- [Problem requirements] Take each line of the records below that contains the string "labels" and copy it.

-=-=-=-=-

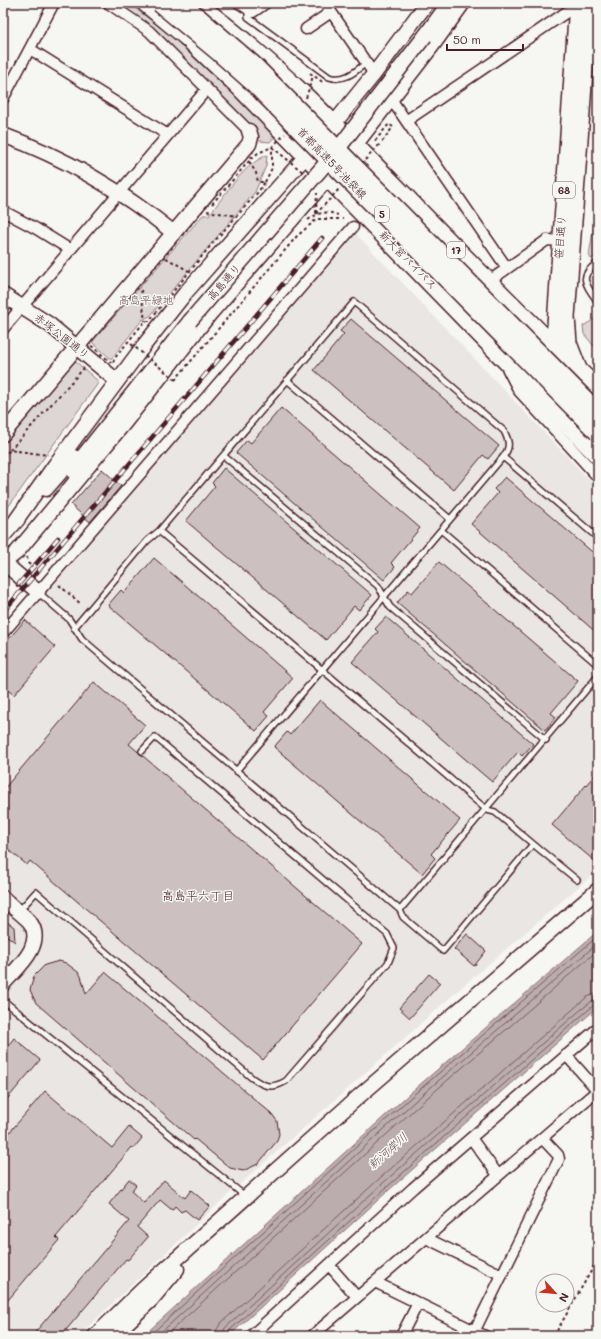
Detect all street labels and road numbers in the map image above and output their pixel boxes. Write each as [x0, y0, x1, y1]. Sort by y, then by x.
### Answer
street label: 首都高速5号池袋線 [294, 123, 371, 202]
road number: 68 [553, 182, 575, 198]
road number: 5 [375, 206, 389, 222]
street label: 笹目通り [550, 214, 569, 259]
street label: 新大宮バイパス [376, 227, 440, 292]
road number: 17 [447, 242, 465, 258]
street label: 高島通り [204, 260, 244, 303]
street label: 赤塚公園通り [32, 309, 93, 362]

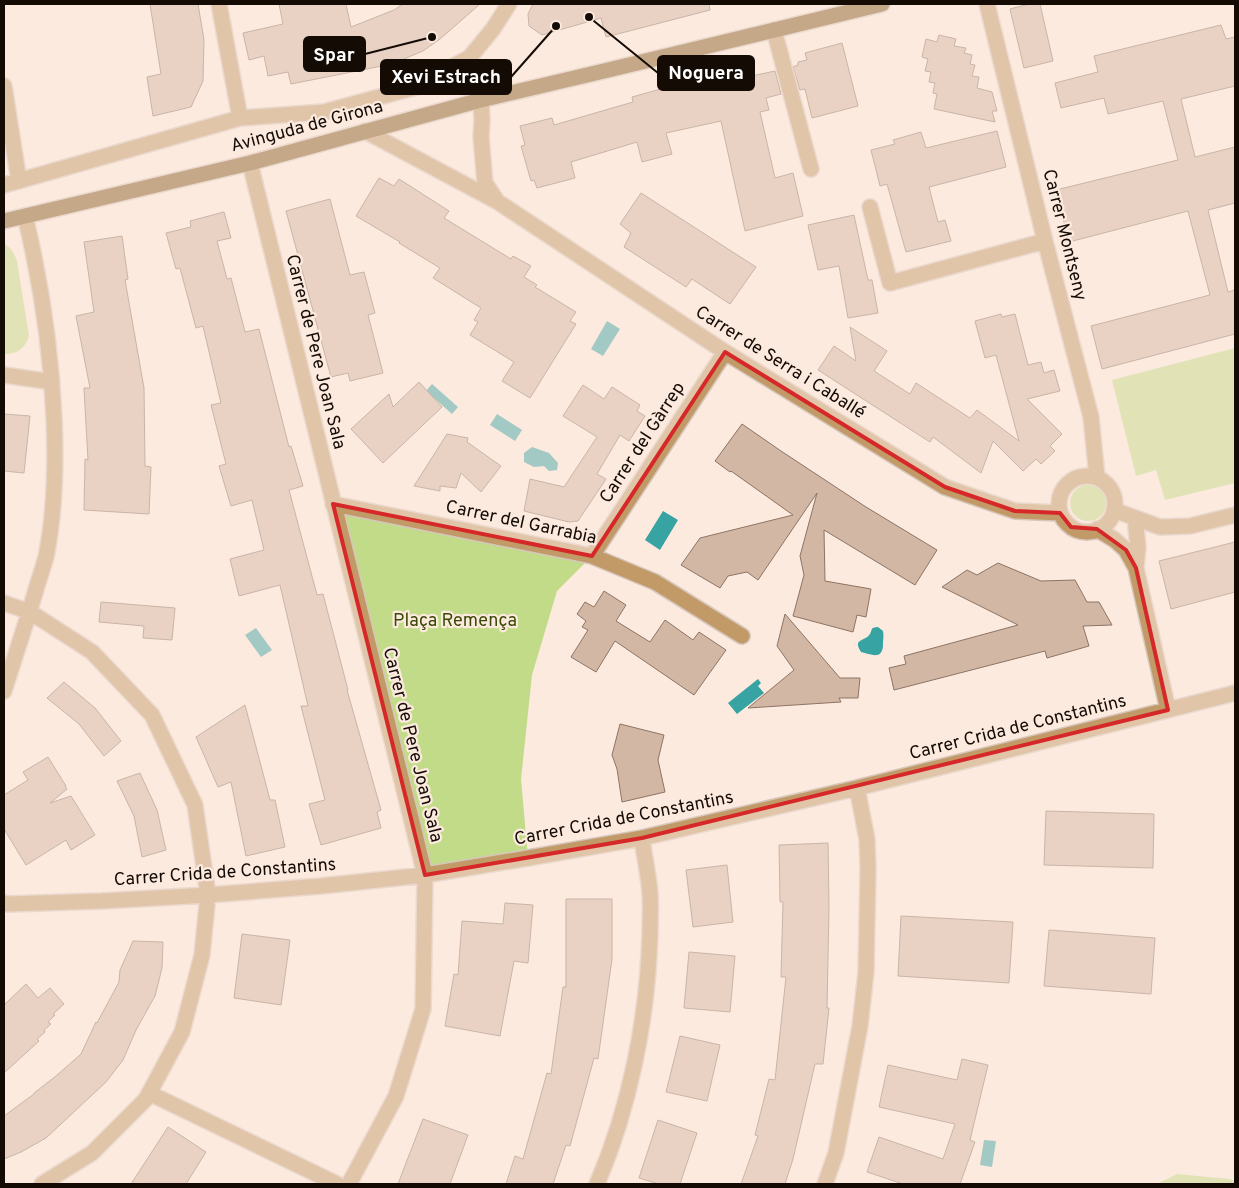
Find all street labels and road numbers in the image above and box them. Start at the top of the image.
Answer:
street label: Avinguda de Girona [228,96,386,158]
street label: Carrer Montseny [1037,167,1091,303]
street label: Carrer de Pere Joan Sala [280,252,350,452]
street label: Carrer de Serra i Caballé [691,301,869,425]
street label: Carrer del Gàrrep [595,378,691,508]
street label: Carrer del Garrabia [443,496,599,550]
street label: Carrer de Pere Joan Sala [377,645,447,845]
street label: Carrer Crida de Constantins [907,690,1129,766]
street label: Carrer Crida de Constantins [512,786,736,852]
street label: Carrer Crida de Constantins [113,854,337,892]

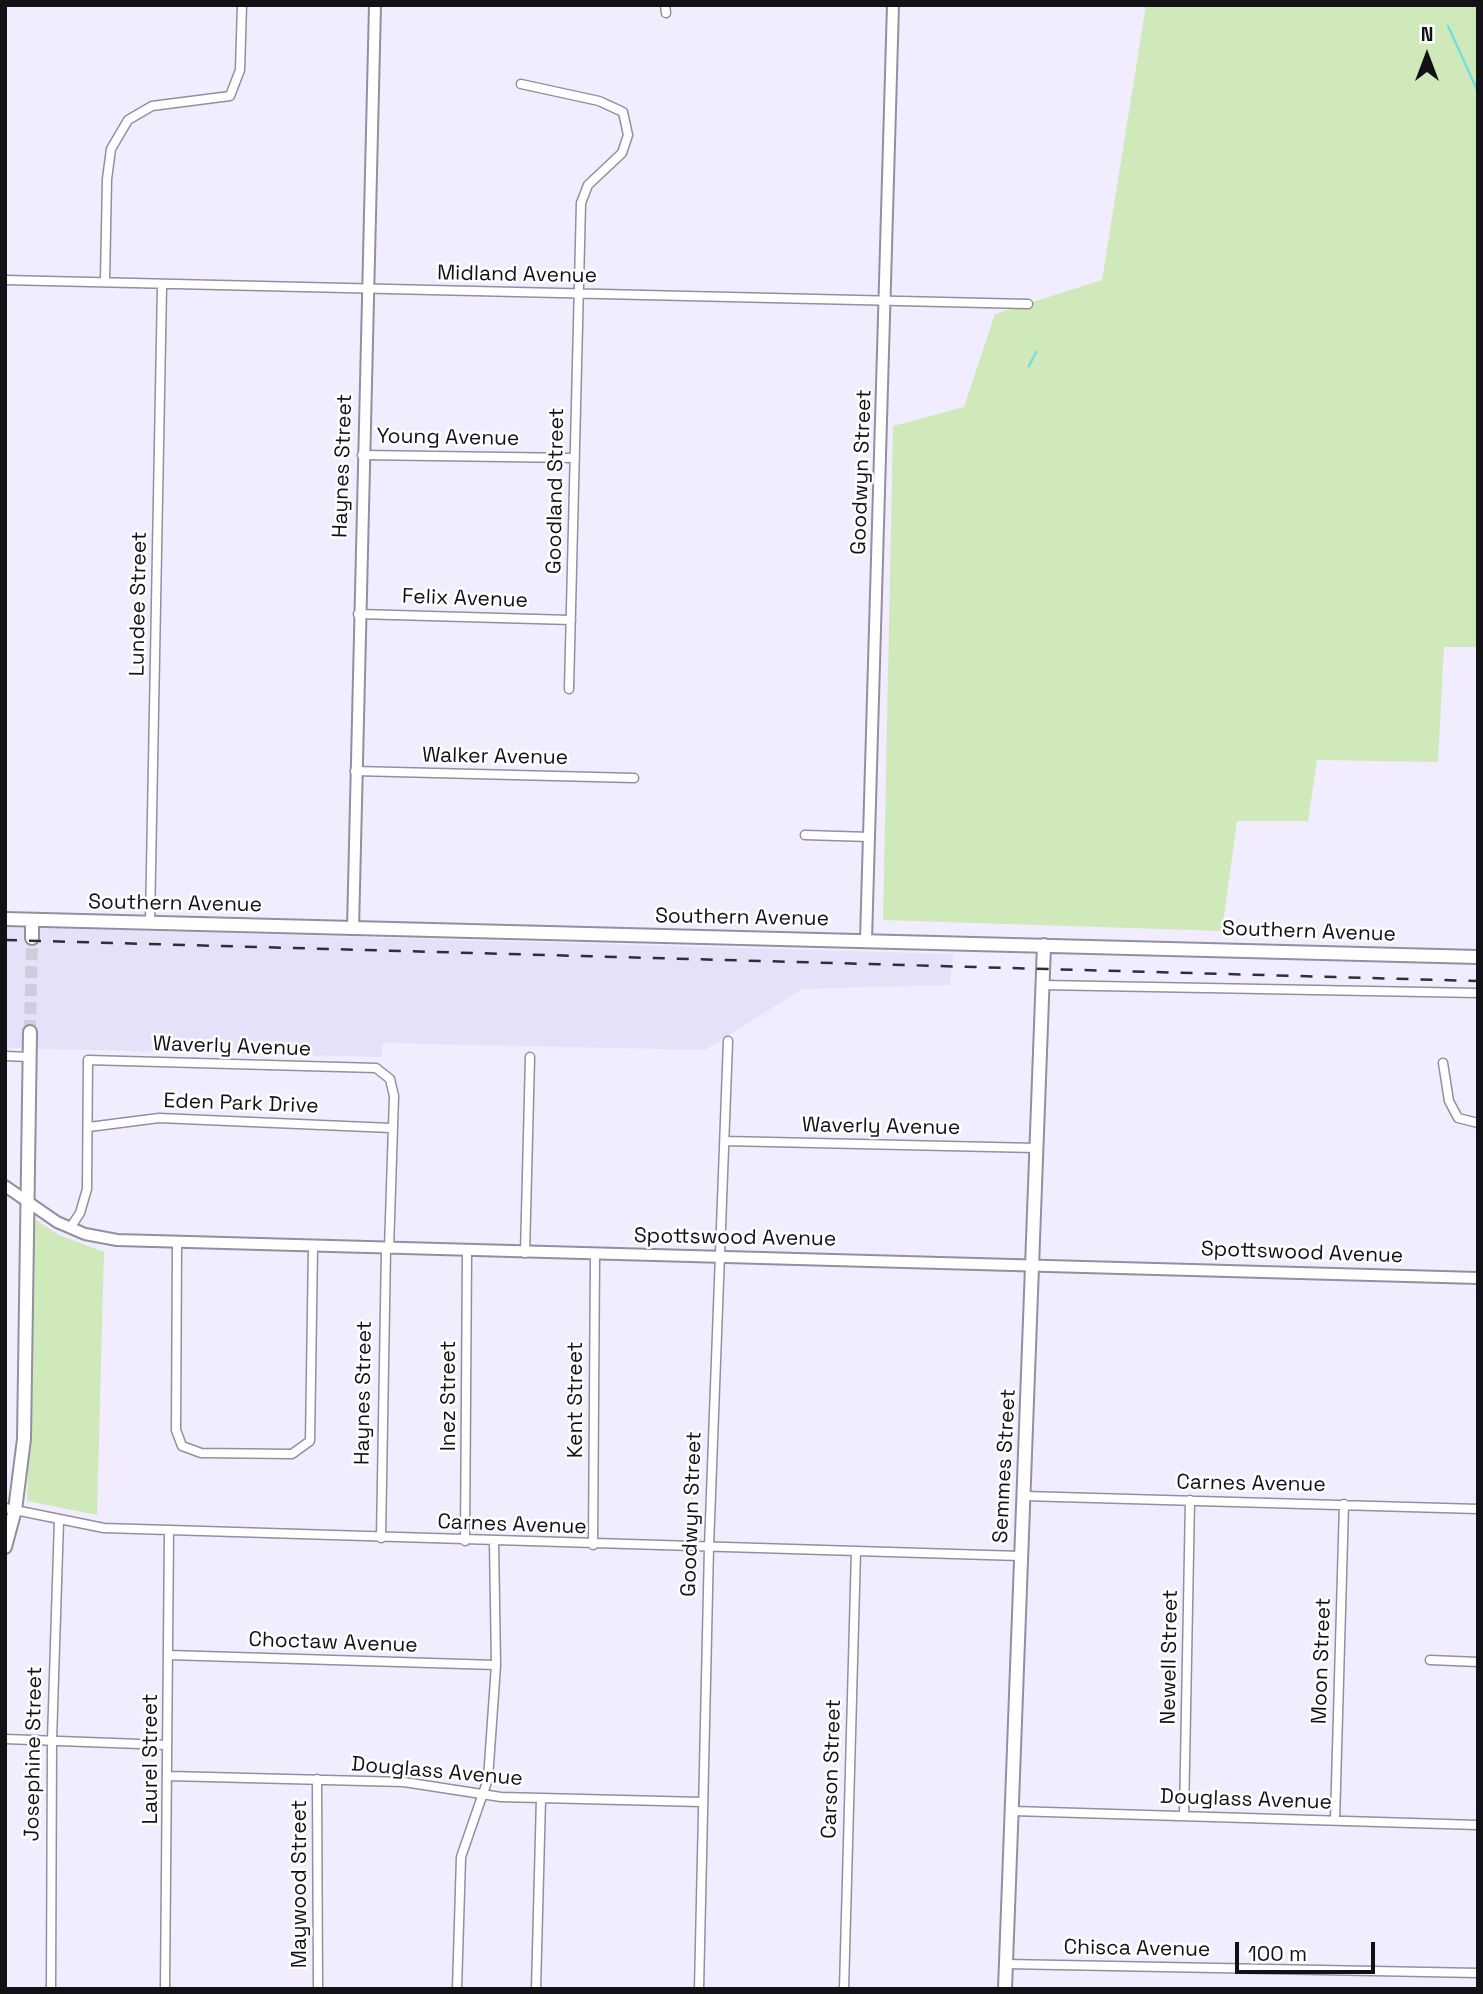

-=-=-=-=-

- [Your response]
Detect all street labels and road numbers in the map image above and output their pixel boxes. Write each as [x0, y0, x1, y1]. Sort by y, then by x.
Find all street labels and road numbers in the image above and box them. Start at the top of the image.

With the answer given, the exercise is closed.